_YOUR TASK_. Tally every line in the listing that holds the string "Park", then state the total and nothing more.

_RECORDS FOR THE TASK_.

==========

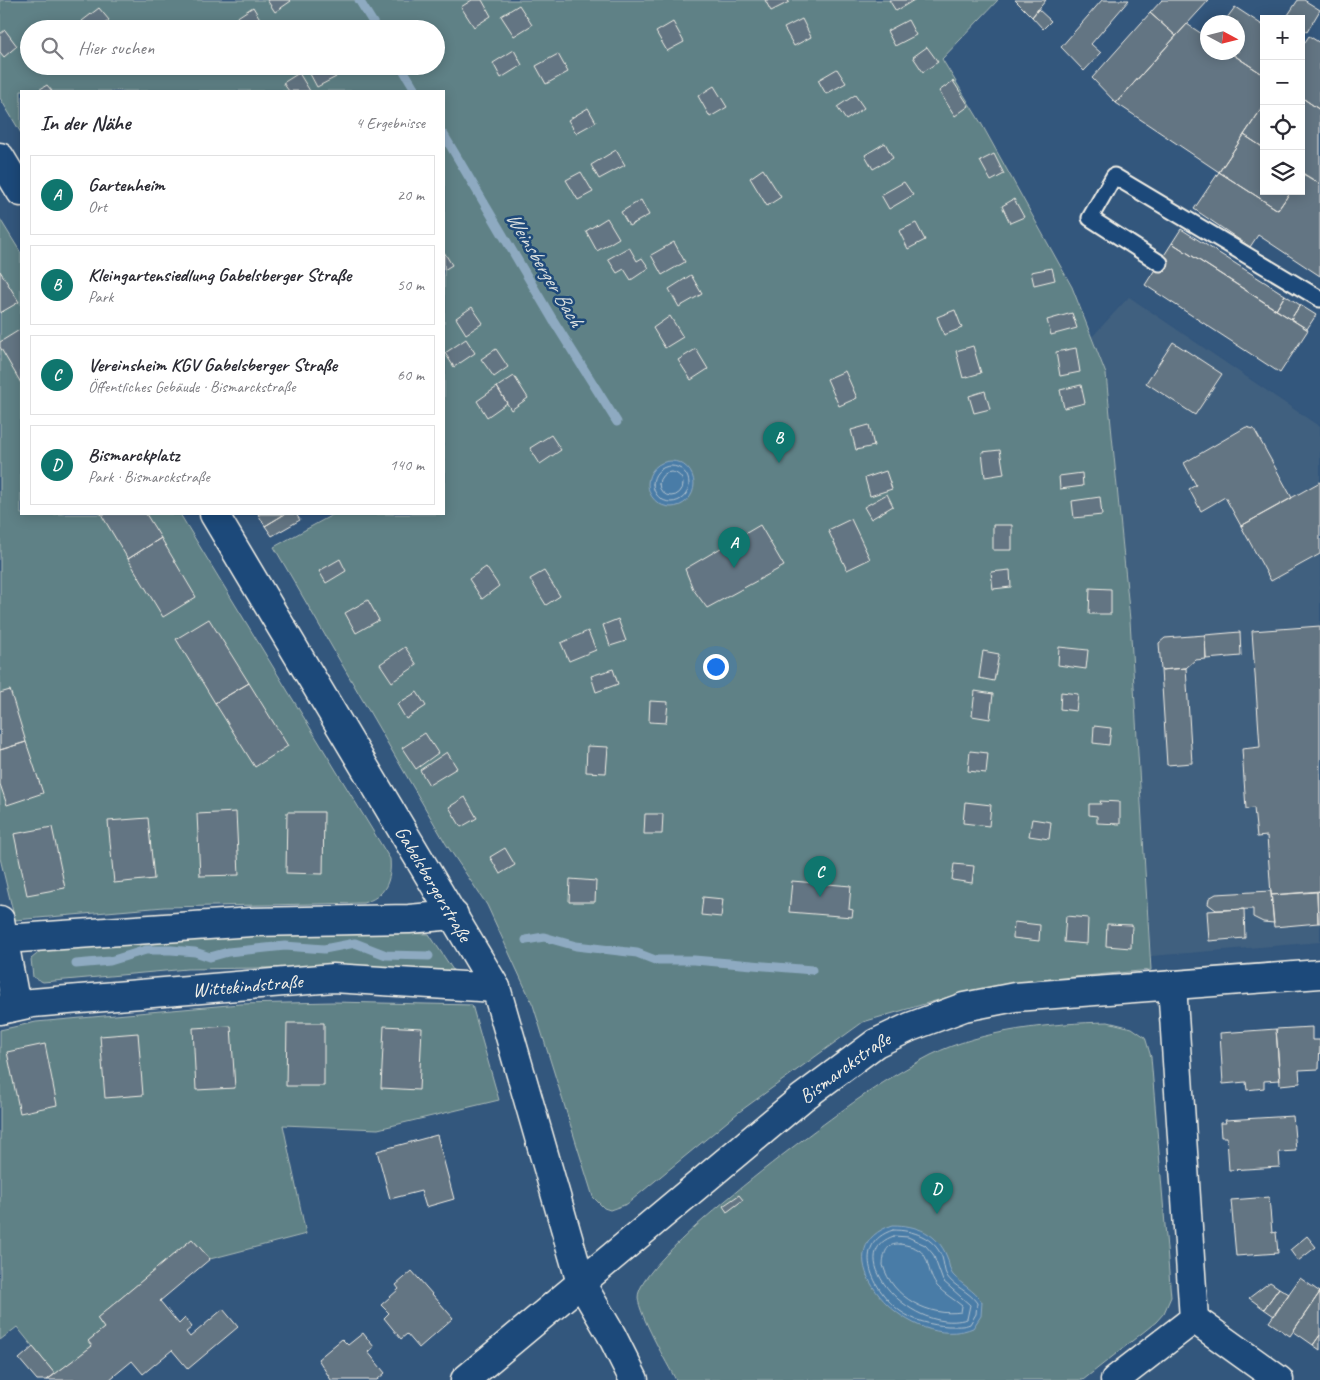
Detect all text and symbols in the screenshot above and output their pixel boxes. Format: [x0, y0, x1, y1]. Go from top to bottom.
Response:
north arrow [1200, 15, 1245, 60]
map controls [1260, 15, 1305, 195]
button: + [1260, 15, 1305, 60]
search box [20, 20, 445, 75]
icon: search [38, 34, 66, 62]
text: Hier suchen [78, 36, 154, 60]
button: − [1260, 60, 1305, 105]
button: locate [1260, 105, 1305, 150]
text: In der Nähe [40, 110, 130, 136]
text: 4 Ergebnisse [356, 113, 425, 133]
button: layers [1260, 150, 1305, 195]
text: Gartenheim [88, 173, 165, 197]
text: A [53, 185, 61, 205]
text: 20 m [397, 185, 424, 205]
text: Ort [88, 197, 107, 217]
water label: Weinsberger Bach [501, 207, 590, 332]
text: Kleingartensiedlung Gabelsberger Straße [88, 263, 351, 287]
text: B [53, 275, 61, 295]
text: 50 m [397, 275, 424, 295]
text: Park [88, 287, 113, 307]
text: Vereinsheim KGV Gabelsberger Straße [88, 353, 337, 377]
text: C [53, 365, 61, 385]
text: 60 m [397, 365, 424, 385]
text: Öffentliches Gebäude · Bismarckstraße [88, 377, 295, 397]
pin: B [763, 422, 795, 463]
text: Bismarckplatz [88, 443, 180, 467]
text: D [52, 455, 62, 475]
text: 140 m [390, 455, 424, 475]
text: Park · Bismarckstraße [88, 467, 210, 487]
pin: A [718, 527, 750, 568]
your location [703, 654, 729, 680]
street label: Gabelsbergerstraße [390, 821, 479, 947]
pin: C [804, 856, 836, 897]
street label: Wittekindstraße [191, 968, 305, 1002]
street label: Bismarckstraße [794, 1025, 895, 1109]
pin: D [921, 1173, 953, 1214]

==========

_ANSWER FOR THIS EXERCISE_. 2